Several months ago, we reported on the potential to protect trade secrets by encrypting information using blockchain technology. Then, earlier this month, we reported on an order out of the Southern District of California involving “CryptoKitties,” a decentralized application (or “DApp”) built on the Ethereum blockchain (using the ERC721 protocol) that allows users to securely buy, sell, trade, and breed genetically unique virtual cats.
While the potential to protect trade secrets using blockchain technology is clear, the reasoning in the CryptoKitties order raises questions regarding whether blockchain technology could constitute a trade secret in and of itself or when combined with other concepts or business methods pursuant to Federal and California law.
The CryptoKitties court ultimately denied the plaintiff’s request for a preliminary injunction to bar the defendant’s use of CryptoKitties bearing the likeness of celebrities (like Steph Curry), finding that all four preliminary injunction factors weighed in favor of denial. One reason that the court denied the preliminary injunction was based on a finding that the alleged trade secret—which the plaintiff characterized as “licensing digital collectibles based on athletes, entertainers and celebrities”—was not in fact a trade secret. The court explained that the concept of celebrity licensing cannot, by itself, be a trade secret, and the plaintiff failed to show how combining this idea with blockchain technology was a secret: “[m]arrying the concept of celebrity licensing with blockchain technology appears, on its face, to be unremarkable, obvious, and general knowledge.”
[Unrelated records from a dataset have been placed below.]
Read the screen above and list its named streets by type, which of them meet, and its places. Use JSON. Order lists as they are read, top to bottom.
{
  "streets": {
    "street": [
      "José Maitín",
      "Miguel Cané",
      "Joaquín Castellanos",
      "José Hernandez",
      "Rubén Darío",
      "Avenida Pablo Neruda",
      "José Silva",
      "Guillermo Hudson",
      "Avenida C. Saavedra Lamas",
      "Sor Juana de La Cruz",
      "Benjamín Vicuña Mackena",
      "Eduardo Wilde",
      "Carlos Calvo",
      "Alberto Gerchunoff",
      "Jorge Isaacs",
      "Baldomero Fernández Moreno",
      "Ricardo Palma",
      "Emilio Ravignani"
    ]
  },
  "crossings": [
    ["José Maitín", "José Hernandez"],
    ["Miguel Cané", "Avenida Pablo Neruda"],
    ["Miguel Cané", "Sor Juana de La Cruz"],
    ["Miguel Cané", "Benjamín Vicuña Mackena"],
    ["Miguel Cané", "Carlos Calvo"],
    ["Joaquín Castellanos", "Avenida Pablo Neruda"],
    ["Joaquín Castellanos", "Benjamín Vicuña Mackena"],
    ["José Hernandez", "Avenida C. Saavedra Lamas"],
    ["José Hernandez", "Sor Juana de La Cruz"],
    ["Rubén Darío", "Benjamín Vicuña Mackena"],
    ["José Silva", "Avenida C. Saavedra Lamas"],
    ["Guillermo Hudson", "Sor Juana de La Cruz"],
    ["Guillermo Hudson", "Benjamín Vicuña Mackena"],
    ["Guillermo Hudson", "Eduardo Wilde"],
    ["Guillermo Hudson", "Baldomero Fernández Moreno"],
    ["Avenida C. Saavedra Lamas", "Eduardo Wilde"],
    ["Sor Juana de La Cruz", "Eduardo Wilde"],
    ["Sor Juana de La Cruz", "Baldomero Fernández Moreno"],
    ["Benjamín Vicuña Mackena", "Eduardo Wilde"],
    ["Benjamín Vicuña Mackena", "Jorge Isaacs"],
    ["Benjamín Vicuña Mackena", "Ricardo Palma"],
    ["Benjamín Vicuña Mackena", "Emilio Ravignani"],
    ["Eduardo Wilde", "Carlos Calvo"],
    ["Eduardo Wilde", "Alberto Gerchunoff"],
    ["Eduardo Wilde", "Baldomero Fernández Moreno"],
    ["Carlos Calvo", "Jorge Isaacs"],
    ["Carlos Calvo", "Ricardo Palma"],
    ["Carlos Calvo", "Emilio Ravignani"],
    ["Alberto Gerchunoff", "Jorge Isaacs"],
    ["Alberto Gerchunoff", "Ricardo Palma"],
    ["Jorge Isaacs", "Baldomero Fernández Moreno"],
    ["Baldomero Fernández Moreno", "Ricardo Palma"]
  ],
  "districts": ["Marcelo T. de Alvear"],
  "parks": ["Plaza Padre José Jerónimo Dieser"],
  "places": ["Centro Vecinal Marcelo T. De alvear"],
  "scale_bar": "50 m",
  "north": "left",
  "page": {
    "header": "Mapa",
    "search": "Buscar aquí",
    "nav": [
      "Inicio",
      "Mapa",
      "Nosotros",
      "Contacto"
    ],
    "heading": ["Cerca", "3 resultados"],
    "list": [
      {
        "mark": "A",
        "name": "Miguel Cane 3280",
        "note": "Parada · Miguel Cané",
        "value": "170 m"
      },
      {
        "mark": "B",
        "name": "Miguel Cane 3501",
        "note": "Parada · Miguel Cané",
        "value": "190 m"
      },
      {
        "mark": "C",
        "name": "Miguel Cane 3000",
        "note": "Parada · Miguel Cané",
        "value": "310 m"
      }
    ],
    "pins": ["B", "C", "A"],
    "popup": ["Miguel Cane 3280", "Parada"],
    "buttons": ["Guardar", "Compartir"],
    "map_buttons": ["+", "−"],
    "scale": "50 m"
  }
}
The court’s reasoning suggests that combining well-known concepts or business methods with blockchain technology cannot, without more, transform them into trade secrets. Still, the court’s reasoning does not foreclose the possibility of a trade secret involving blockchain technology. Presumably, if one created a secret method or business plan that involved blockchain technology, this could constitute a trade secret, so long as other elements such as independent economic value were present. And while various blockchain technologies like Bitcoin and Ethereum are open source (and therefore not trade secrets), some companies have developed private blockchains that are not accessible to the general public. Thus, non-open source blockchain technologies could theoretically constitute valid trade secrets in and of themselves if they meet the requisite elements (i.e. derive independent economic value from not being generally known and are the subject of reasonable efforts to maintain secrecy). Alternatively, one could make material alterations to opensource blockchain software (like Bitcoin which is subject to the MIT License) and guard the altered code as a trade secret.
Blockchain technology is still in its infancy and business methods involving blockchain technology will continue to proliferate for the foreseeable future. Because it has become difficult to protect business methods using the patent system, companies may seek to protect certain blockchain based business methods as trade secrets. However, before filing suit, companies should think carefully about whether their blockchain based business method involves well known concepts as it will likely fail to qualify for trade secret protection.